[Stored items]
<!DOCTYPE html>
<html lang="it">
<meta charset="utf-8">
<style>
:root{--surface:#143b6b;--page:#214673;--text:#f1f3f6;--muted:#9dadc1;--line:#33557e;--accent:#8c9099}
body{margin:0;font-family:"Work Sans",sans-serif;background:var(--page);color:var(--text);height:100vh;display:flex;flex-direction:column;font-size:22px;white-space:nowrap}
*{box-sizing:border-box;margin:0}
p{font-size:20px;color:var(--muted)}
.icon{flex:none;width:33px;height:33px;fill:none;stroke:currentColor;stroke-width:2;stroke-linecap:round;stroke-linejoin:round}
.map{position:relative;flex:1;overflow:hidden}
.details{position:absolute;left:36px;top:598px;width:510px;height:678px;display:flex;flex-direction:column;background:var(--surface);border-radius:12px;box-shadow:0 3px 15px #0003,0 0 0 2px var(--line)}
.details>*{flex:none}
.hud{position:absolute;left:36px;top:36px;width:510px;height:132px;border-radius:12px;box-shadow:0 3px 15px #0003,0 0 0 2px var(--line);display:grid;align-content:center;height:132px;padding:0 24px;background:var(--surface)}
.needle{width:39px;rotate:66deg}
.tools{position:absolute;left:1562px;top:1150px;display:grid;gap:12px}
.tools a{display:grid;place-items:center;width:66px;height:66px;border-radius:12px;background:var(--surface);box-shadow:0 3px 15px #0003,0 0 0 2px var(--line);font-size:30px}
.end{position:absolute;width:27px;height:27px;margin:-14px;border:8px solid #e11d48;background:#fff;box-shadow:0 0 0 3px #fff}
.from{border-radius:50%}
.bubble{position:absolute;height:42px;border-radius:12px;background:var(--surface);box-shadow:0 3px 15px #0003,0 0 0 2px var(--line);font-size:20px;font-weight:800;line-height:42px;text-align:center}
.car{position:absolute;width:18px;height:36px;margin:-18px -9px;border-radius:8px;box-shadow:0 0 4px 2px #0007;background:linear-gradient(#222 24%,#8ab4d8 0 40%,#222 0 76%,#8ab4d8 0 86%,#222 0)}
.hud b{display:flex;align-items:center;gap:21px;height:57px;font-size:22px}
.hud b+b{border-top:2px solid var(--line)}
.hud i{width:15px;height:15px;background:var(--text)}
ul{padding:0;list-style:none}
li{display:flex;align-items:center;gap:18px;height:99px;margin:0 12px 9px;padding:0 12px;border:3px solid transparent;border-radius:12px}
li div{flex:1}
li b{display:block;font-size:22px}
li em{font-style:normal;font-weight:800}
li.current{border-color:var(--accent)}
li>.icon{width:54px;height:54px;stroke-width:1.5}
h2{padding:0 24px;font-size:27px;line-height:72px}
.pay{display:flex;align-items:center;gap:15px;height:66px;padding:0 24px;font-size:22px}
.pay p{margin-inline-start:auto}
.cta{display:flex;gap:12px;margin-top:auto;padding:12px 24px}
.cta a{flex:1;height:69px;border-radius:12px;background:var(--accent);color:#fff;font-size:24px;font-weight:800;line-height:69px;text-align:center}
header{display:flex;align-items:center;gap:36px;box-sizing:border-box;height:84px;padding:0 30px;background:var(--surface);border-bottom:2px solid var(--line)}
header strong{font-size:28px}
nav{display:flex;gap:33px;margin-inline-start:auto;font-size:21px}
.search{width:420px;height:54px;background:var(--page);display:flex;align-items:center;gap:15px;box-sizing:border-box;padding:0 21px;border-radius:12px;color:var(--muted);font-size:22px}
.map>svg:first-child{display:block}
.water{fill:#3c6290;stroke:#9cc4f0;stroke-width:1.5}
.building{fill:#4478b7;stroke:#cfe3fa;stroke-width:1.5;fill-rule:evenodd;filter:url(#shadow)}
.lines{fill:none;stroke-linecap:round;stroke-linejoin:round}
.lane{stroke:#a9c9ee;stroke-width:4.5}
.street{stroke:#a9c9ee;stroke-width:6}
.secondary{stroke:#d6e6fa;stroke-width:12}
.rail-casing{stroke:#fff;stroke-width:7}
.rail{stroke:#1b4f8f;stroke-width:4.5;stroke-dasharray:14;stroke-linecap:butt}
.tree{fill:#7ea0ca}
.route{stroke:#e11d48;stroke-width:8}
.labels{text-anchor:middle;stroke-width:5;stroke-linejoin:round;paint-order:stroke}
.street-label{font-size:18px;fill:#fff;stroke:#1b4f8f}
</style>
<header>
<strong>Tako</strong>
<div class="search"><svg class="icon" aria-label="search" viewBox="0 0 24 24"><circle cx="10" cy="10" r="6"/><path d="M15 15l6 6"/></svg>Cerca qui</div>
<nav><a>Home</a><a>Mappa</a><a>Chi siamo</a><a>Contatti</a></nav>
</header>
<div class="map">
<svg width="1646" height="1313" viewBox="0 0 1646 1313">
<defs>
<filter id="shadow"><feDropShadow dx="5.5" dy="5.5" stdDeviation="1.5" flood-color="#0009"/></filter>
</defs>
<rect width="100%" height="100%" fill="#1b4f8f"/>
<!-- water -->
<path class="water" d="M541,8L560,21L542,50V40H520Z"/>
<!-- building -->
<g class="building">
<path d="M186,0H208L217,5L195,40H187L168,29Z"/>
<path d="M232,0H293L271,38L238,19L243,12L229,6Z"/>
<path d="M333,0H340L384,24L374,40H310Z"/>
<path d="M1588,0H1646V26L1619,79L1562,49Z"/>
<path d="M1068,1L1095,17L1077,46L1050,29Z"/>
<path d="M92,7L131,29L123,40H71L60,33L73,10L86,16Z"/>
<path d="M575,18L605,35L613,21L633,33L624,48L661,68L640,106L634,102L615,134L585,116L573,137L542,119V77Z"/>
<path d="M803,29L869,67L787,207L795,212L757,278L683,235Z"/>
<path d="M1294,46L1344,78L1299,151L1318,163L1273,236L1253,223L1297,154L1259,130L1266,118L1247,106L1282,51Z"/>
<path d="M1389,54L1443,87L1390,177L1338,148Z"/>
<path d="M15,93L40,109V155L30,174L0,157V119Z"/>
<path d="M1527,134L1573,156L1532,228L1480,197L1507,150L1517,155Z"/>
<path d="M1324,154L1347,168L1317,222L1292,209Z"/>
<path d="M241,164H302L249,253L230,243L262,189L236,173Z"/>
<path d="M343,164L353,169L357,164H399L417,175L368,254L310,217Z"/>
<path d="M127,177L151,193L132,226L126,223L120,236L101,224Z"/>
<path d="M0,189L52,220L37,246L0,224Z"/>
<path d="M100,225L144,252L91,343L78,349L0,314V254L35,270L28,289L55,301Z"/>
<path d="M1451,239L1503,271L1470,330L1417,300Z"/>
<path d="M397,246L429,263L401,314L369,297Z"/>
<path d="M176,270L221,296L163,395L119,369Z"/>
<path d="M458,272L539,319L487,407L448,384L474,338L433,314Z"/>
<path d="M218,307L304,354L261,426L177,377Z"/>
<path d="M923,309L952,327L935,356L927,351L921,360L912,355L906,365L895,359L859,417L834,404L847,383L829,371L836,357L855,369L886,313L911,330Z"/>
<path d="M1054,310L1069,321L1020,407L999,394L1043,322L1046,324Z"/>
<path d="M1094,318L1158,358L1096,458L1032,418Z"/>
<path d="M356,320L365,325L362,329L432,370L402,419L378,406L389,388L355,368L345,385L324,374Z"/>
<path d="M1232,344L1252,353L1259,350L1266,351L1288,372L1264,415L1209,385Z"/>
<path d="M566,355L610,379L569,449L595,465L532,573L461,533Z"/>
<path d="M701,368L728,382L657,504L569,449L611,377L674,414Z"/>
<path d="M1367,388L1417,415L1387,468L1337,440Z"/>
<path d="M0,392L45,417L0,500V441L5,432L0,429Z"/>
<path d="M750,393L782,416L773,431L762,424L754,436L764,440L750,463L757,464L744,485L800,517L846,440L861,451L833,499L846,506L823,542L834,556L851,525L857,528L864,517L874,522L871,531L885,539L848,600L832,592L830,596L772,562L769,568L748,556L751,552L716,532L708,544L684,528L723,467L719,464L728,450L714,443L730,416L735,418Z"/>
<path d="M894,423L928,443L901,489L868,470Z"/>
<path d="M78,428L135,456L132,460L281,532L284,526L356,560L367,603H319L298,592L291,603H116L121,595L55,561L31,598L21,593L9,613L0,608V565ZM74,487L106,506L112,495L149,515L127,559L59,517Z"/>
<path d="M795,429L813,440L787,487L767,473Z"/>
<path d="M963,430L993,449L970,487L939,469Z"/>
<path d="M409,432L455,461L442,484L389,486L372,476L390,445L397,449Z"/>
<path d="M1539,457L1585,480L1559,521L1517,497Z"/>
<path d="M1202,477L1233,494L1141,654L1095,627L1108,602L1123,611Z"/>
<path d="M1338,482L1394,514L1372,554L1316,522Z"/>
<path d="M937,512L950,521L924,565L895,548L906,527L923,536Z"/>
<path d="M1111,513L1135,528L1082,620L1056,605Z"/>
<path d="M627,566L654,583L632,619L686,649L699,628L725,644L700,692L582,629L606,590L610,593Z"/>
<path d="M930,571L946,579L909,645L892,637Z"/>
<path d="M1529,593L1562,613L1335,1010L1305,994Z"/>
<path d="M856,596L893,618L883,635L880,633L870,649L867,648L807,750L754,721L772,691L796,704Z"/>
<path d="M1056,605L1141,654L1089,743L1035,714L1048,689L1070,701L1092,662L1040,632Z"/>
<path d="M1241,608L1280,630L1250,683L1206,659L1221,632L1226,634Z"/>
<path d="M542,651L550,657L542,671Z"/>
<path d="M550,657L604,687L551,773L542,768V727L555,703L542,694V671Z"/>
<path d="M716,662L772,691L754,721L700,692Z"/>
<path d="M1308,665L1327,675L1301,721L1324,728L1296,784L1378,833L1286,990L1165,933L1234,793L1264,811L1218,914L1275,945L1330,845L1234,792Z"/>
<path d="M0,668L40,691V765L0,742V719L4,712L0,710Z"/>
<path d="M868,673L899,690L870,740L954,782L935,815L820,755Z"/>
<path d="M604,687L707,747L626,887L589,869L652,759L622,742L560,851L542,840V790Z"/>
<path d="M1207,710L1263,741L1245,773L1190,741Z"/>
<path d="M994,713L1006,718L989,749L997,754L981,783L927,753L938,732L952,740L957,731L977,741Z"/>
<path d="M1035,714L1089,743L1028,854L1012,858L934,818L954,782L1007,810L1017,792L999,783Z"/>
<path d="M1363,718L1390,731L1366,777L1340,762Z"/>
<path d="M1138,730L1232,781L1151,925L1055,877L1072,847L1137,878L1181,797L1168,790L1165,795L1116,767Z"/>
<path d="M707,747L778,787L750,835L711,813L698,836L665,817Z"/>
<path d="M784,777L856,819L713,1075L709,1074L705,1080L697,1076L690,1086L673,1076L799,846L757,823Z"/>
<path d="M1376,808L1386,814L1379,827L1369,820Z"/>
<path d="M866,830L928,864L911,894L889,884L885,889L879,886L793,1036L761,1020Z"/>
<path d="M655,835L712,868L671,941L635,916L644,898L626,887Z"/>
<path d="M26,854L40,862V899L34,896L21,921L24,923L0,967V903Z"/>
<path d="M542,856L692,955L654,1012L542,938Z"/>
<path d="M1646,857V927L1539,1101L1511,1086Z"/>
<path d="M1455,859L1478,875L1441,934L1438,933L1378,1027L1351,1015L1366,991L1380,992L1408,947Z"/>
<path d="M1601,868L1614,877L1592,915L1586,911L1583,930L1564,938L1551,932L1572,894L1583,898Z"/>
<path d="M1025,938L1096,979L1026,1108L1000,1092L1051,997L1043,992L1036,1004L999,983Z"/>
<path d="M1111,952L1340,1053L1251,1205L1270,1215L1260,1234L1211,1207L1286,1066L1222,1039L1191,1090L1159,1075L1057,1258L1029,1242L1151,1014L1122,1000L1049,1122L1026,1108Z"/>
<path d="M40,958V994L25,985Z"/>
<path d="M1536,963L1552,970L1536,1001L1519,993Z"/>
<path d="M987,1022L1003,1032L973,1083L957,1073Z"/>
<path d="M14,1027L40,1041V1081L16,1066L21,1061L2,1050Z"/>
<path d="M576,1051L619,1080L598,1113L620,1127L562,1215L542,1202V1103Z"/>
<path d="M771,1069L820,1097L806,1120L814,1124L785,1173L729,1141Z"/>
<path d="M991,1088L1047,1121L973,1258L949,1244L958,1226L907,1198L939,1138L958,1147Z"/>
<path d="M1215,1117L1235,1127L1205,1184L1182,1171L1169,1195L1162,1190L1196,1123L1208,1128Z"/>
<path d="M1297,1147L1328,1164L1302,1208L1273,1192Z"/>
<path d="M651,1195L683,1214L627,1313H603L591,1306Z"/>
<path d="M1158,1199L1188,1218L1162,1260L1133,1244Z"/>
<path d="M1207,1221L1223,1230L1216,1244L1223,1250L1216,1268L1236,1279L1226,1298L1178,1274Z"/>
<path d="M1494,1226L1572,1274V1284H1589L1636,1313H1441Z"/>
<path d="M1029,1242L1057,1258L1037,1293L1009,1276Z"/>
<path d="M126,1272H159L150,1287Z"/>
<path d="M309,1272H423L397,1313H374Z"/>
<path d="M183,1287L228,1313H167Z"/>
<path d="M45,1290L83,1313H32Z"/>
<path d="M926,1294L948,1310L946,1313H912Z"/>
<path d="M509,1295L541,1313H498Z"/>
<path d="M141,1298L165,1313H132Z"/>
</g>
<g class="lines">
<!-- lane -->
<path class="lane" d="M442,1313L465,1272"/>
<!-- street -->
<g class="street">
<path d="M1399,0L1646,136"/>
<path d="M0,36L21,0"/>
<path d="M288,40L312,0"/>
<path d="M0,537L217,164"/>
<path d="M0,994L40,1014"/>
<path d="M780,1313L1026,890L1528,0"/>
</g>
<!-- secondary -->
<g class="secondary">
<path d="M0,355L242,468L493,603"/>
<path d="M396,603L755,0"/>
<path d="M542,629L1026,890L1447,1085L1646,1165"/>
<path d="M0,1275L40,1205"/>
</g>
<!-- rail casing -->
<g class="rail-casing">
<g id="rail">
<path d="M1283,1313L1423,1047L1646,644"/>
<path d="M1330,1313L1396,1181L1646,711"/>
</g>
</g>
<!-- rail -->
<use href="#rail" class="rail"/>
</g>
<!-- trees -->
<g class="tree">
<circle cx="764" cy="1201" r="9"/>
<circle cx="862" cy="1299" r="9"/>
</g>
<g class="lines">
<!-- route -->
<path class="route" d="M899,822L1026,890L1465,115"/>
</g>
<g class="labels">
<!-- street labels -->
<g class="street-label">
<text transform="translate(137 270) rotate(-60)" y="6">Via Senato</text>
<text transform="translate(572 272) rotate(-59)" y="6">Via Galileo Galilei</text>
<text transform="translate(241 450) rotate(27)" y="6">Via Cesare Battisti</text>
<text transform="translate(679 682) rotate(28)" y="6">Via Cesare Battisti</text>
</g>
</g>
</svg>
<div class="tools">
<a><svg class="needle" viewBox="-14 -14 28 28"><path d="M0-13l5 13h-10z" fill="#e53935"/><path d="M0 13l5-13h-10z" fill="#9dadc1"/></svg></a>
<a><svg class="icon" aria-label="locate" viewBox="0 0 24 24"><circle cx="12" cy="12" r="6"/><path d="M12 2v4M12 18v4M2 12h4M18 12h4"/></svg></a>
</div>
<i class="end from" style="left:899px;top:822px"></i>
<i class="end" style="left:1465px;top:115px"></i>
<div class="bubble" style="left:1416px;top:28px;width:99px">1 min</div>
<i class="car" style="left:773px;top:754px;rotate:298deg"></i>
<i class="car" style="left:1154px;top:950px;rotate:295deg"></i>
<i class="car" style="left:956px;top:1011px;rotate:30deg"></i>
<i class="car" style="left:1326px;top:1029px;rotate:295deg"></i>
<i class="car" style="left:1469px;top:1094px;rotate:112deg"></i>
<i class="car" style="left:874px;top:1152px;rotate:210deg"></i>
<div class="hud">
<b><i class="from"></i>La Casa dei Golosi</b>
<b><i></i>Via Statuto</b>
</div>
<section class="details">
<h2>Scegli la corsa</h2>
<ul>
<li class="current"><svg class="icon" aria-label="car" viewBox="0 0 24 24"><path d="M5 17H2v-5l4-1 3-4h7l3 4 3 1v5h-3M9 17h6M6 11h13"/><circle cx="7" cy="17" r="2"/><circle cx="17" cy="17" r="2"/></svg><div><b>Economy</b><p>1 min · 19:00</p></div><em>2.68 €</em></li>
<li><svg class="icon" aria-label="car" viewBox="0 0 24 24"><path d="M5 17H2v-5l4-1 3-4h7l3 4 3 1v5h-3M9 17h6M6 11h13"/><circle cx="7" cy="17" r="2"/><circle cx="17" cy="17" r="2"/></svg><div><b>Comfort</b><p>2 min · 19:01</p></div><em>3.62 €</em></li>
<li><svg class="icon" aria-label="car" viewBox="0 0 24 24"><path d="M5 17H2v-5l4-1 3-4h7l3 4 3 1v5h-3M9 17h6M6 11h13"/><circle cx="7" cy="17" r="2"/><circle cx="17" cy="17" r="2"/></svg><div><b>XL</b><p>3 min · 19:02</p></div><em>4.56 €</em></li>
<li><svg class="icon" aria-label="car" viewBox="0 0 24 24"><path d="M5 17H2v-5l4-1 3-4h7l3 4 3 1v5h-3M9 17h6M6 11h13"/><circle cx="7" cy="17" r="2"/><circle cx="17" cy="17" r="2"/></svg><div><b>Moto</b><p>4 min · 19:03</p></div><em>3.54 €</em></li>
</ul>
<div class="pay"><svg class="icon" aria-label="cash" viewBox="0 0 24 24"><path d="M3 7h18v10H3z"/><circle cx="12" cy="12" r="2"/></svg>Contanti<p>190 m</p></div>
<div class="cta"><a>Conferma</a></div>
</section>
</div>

#### Work to complete:
Across the data, tally the lines containing "column" and give back the number alone.

#### Answer to the exercise:
2